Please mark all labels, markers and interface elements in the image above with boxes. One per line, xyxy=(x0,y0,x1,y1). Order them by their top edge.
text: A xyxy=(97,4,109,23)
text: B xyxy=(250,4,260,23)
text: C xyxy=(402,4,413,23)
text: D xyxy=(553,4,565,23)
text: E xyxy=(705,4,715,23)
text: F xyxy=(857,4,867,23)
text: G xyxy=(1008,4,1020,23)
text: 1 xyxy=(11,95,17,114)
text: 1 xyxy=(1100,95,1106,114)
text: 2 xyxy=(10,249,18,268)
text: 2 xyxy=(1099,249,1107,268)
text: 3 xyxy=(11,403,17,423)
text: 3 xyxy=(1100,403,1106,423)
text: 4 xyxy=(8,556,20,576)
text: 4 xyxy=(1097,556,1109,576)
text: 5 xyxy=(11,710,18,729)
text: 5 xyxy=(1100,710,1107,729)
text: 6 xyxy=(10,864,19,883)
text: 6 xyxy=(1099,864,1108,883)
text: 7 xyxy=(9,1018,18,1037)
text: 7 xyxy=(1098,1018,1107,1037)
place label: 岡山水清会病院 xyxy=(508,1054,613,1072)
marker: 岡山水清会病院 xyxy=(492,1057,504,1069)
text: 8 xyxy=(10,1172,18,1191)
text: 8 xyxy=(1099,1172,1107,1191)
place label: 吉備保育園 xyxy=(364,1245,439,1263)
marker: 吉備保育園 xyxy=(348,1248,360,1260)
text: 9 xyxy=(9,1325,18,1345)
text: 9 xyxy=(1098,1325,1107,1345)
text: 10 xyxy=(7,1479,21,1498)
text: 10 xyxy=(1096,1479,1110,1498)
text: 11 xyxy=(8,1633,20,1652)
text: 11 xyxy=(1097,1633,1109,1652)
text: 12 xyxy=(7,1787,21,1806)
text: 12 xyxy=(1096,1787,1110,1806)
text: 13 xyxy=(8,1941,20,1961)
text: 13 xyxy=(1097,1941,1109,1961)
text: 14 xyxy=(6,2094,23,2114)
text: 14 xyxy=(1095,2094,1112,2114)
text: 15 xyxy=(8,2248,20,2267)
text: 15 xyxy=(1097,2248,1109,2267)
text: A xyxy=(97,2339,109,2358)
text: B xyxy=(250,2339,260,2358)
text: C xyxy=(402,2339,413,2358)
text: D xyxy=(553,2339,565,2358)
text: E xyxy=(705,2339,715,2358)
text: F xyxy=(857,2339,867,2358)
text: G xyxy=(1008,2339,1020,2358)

-------------------------

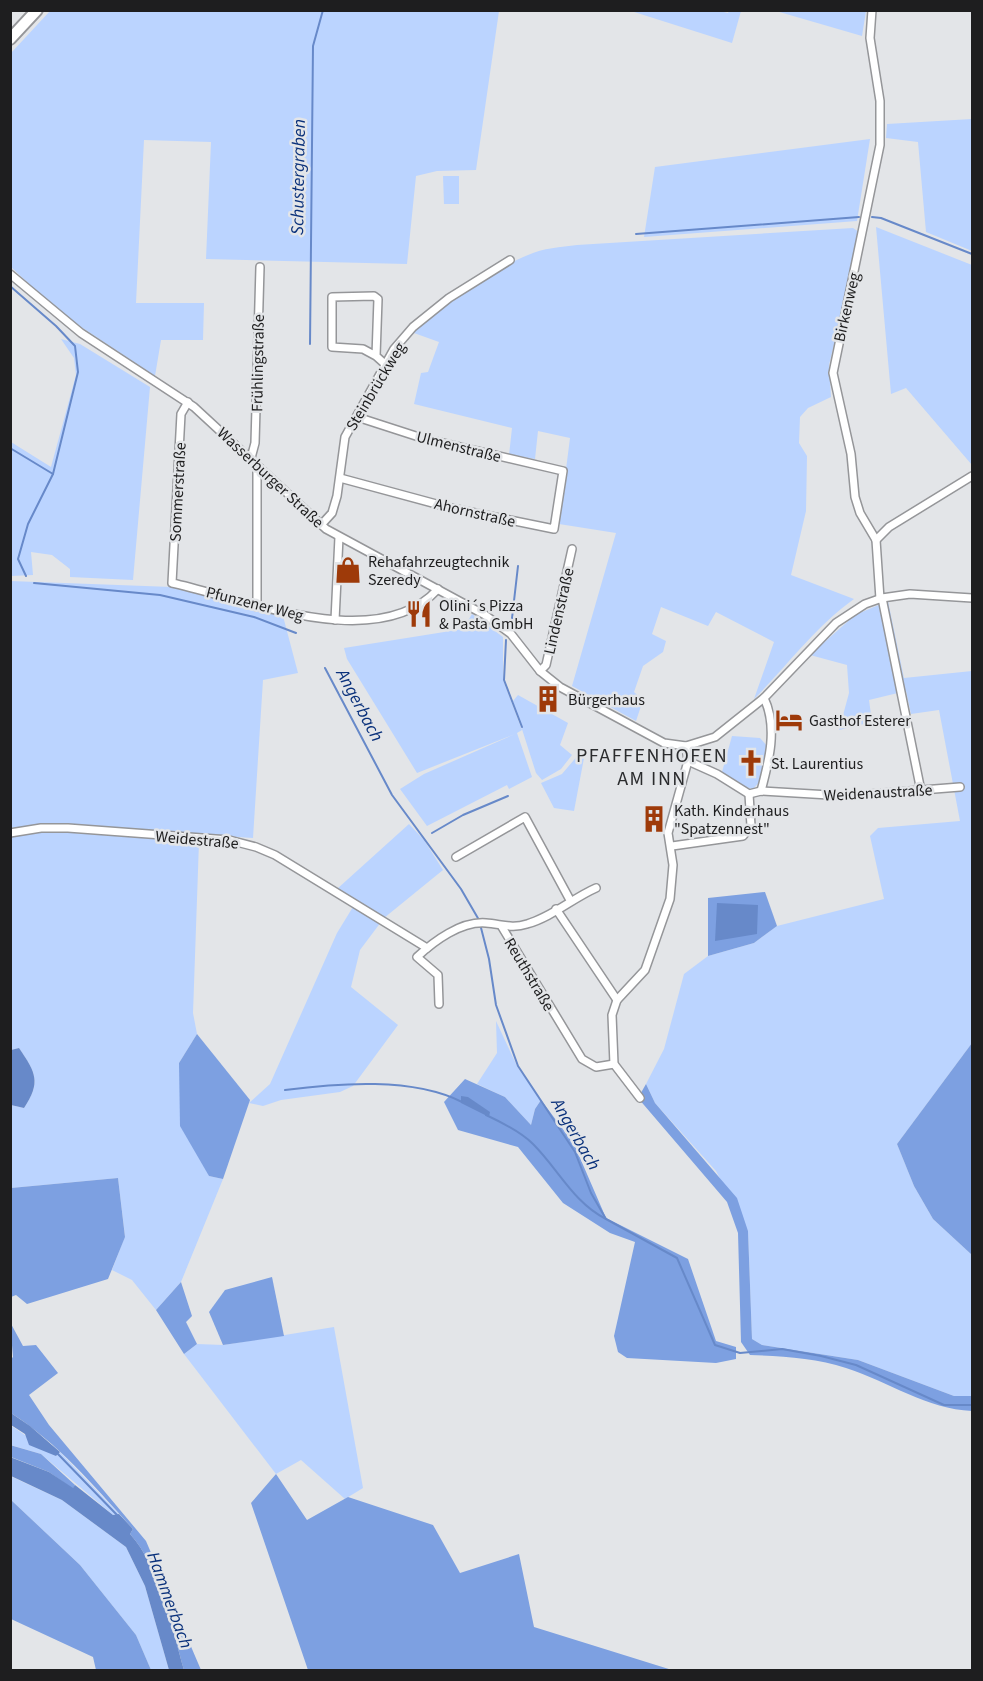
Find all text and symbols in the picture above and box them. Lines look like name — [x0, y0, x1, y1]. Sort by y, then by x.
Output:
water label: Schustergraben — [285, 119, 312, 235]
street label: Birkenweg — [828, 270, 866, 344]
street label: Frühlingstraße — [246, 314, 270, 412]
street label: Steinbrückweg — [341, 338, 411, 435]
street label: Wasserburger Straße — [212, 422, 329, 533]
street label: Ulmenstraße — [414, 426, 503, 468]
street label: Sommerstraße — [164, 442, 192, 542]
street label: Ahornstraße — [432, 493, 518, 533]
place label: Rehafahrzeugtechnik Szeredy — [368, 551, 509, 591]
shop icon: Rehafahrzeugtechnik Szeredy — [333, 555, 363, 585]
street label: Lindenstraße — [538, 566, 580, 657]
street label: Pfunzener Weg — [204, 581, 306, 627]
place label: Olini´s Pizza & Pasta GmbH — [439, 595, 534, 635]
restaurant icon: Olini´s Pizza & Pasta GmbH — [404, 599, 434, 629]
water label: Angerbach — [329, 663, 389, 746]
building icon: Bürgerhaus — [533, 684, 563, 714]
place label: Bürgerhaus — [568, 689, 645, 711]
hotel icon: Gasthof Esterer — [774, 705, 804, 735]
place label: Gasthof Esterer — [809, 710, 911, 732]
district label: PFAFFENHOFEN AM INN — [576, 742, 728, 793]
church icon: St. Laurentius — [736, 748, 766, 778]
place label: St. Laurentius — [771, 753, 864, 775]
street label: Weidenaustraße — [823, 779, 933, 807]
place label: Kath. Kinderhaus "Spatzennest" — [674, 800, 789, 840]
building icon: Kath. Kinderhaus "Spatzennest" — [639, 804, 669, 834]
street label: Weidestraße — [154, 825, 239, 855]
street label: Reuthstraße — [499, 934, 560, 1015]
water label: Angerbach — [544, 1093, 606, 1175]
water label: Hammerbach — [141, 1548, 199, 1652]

-------------------------

- _Task_: Report the number of lines in the entries that hold the word "岡山水清会病院". Nothing else is wanted.

- _Solution_: 2